From lambing to weaning the lambs are fed concentrates along with their mothers and Mr Roberts says this is a good way of assessing the lambs and keeping an eye out for any problems.
Once the lambs are weaned the supplementation of oats and protein blend continues until they are finished and ready for slaughter.
Mr Roberts adds: “Some people say giving them extra concentrate is not cost effective, but when the weather turns rough you can see the advantage, we took some lambs the other week and they had two inches of rain on their backs and it never knocked them back at all.”
Of the farm’s 102 hectares (252 acres), 32 hectares (80 acres) are included in an arable rotation, 16ha (39.5 acres) of which is put down each year to winter and spring oats and winter barley as a means of producing feed for the livestock.
Following on from the winter barley, Mr Roberts grows a crop of stubble turnips which is strip grazed to finish the last of the lambs which remain after December 01.
Once the fat lambs are gone the ewe lambs are turned onto the turnips usually until the first week of April.
Eighty to 100 of the ewe lambs from the Cluns, either pedigree, or mules from the cross with the Blue Faced Leicester are retained as replacements each year.
All the male lambs are castrated at birth and are sold deadweight along with all the Suffolk or Texel ewe lambs out of the mules.
“Some people say giving them extra concentrate is not cost effective, but when the weather turns rough you can see the advantage.
“We start selling lambs at the end of September, Suffolks and Cluns are later maturing lambs so we tend to sell them through October and November and the last up to Christmas,” says Mr Roberts.
The lambs are drafted each week and any hitting the target of 45kg and above are manually handled to ensure they have adequate fat coverage before heading to ABP’s collection centre in Shrewsbury.
The lambs kill out at about 20-22kg, with a carcase classification of R2 or R3L.
He says: “By selling through ABP we have found the Suffolk lambs make about the same price deadweight as they do through the market but the Cluns and Clun mules can make £8 -10 more when sold deadweight.
“But the mules are selling better than the Suffolks this year. [Recently] the mules made £110, the Cluns £106, and we got £102 for the Suffolks - but they were the small ones at the end of the batch.

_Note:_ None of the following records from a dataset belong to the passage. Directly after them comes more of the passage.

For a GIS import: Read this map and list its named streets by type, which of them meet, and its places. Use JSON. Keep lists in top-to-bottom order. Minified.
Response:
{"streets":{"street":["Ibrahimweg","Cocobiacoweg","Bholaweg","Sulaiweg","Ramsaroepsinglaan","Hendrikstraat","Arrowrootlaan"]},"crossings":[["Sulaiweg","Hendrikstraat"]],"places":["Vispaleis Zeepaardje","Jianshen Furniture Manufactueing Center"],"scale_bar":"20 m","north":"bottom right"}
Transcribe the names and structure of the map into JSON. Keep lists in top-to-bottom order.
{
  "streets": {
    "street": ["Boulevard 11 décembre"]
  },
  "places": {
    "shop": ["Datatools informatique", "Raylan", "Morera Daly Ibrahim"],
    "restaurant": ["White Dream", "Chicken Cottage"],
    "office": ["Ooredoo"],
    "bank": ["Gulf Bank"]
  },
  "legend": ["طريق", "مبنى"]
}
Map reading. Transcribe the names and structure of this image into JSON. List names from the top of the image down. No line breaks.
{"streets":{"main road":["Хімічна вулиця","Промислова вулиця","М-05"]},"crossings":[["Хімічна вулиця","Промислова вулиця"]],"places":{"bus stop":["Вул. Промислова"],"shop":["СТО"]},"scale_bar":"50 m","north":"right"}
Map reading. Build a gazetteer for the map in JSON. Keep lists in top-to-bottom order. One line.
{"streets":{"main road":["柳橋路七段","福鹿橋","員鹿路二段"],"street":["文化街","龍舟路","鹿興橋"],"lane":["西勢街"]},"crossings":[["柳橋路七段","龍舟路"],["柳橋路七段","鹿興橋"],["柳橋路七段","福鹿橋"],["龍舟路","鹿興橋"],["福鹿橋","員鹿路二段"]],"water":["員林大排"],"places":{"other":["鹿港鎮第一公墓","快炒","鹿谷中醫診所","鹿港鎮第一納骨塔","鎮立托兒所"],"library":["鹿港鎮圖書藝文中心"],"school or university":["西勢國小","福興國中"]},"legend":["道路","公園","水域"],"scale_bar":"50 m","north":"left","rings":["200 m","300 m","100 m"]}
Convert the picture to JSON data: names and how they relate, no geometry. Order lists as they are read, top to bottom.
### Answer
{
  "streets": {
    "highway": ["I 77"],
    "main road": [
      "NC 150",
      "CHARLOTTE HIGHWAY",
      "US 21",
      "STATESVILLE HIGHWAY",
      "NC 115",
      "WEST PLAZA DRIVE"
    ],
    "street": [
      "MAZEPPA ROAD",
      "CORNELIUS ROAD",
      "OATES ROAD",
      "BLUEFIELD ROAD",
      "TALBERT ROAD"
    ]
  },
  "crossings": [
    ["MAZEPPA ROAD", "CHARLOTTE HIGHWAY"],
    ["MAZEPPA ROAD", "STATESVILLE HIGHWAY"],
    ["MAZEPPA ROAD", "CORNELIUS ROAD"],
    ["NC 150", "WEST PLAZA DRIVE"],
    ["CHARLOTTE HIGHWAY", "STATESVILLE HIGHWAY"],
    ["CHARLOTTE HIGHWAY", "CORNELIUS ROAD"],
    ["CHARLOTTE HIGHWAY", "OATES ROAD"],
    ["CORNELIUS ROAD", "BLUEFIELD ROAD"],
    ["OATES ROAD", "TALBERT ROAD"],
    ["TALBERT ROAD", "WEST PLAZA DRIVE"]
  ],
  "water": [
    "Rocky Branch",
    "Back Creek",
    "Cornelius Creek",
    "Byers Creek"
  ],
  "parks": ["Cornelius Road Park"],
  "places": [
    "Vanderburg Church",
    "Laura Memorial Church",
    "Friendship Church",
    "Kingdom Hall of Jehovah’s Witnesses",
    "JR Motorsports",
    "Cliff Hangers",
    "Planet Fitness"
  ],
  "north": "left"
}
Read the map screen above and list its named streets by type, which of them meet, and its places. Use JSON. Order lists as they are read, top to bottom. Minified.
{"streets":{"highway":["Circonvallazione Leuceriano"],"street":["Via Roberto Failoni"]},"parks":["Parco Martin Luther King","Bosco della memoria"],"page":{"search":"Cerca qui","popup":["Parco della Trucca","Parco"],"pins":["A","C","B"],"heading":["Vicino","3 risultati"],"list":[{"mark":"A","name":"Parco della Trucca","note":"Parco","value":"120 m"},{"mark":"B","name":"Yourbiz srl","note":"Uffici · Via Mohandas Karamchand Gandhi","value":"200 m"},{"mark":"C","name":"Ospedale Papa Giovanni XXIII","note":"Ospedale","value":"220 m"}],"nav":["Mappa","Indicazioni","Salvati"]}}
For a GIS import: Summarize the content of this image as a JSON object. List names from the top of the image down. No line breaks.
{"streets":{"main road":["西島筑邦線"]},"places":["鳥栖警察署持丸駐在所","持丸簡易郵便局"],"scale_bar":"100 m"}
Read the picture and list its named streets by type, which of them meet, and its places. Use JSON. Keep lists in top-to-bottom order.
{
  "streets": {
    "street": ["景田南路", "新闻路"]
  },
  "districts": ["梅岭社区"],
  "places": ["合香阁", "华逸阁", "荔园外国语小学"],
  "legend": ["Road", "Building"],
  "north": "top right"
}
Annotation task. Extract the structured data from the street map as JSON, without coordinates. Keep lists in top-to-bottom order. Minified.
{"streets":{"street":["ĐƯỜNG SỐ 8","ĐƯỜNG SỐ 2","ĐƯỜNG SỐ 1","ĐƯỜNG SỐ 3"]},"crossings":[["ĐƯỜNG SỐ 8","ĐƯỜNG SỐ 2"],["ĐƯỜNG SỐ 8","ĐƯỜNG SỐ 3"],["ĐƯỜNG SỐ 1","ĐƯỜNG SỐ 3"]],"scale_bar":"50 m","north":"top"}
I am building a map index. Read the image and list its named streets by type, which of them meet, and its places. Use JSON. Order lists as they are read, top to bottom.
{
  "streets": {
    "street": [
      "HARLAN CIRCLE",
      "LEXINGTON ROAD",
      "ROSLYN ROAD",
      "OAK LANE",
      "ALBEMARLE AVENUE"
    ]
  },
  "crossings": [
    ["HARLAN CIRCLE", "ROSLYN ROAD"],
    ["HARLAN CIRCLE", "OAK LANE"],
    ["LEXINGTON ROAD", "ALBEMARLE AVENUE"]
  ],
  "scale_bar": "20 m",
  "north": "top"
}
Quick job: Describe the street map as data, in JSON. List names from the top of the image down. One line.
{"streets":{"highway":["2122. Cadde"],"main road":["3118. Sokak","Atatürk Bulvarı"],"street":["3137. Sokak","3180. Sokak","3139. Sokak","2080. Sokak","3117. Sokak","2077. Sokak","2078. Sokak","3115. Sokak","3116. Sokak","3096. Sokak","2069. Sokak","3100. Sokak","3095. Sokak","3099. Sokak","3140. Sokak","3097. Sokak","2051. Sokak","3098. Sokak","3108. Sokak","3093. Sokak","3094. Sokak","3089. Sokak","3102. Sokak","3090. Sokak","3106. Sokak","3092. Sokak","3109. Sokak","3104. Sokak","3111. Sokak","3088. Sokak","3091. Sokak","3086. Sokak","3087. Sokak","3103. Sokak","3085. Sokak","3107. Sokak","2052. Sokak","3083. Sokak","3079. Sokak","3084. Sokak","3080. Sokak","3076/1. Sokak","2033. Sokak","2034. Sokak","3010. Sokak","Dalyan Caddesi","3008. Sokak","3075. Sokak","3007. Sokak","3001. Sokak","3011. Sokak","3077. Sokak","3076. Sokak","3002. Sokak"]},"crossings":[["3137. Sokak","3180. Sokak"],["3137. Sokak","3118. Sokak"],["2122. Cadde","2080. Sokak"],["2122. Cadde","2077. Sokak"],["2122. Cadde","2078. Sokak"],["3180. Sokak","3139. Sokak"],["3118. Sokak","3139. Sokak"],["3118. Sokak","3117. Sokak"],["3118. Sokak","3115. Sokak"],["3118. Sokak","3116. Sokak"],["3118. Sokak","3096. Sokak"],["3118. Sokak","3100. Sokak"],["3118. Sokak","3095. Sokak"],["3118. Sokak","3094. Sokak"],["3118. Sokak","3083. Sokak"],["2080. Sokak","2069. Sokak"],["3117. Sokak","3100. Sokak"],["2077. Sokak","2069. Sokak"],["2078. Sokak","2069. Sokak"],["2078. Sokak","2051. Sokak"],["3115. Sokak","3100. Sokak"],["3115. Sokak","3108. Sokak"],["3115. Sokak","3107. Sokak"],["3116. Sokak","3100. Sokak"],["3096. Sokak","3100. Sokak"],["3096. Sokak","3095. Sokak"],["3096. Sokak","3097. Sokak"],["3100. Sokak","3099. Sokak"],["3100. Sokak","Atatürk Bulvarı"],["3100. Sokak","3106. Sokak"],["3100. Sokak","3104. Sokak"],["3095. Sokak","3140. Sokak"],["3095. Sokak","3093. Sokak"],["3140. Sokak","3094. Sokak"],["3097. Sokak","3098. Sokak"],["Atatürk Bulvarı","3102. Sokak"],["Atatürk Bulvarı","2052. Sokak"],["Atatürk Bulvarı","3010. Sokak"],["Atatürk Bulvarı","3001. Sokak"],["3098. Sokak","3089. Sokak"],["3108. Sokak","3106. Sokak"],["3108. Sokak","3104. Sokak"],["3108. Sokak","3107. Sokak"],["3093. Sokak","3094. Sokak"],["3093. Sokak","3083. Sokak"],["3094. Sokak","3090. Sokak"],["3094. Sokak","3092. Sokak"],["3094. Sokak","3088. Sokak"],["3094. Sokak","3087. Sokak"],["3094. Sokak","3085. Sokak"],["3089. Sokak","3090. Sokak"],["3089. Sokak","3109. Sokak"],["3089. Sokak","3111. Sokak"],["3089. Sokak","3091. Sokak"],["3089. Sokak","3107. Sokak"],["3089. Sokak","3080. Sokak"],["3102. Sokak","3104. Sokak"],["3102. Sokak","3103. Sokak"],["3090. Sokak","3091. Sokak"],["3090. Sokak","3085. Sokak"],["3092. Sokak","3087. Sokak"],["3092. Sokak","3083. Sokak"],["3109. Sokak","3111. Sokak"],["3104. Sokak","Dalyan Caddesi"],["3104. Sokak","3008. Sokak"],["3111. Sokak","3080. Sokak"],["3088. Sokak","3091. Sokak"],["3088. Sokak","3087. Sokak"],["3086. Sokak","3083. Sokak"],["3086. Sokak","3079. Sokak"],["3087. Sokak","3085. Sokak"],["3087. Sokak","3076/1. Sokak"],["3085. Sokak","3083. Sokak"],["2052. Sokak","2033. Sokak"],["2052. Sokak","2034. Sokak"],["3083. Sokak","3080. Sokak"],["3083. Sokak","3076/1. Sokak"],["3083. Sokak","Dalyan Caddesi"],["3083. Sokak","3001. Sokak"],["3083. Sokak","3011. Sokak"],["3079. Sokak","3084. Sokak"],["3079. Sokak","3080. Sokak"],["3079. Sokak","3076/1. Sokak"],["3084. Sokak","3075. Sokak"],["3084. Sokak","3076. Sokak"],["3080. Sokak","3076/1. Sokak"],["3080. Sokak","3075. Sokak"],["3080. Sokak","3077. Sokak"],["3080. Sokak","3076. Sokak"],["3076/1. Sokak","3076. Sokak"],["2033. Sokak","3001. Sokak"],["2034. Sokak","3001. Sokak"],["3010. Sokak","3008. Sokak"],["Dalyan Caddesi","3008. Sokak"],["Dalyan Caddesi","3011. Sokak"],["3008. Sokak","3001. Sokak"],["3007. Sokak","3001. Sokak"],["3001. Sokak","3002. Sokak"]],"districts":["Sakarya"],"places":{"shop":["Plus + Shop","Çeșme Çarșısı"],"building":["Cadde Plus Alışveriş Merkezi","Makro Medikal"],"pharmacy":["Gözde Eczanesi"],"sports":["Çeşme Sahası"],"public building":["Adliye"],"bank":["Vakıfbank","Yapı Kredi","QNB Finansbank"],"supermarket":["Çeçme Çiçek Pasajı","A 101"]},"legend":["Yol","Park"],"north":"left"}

“Another advantage of selling deadweight is we know if there were any problems with liver fluke or pasteurella for example but this year we haven’t had any problems with fluke or worms.”
Mr Roberts says it is also advantageous to know the price being offered for lambs each week before they go.
If the price drops he is able to wait another week without losing out - something he was not able to do when selling through the market.
All of the ewes have their first crop of lambs as shearlings, and Mr Roberts says he thinks this makes them last longer in the flock.
On average they achieve six crops of lambs from the Clun ewes and four to five crops from the Clun mules.
The family takes about 20 two-year-old ewes to sell at the annual Clun Forest Show and Sale at Ludlow market each year and in 2020 they came away with first and second prize for their two pens of 10 resulting in them scooping the overall championship.
The champion pen went on to break the records for two year olds selling for £192/head.
Mr Roberts says back in the 1960s between 18,000 and 20,000 females were sold at the annual Clun Forest sales held at Craven Arms, but now with just over 70 registered flocks in the breed, this figure is more like 100.
Mr Roberts says: “We used to take about 100 ewes each year to sell at Ludlow in the autumn now we take 20. Less people are wanting the breeding ewes now and it is down to supply and demand.”
They also buy in new pedigree Clun Forest rams most years from the same sale but Mr Roberts says he is restricted with the size of the gene pool available within the breed.
He says: “I have to select on bloodlines because of the breeding and I am a bit restricted what I can buy so sometimes I have to forgo the perfect ram because we already have his bloodlines in the flock and instead buy one which will complement our ewes.”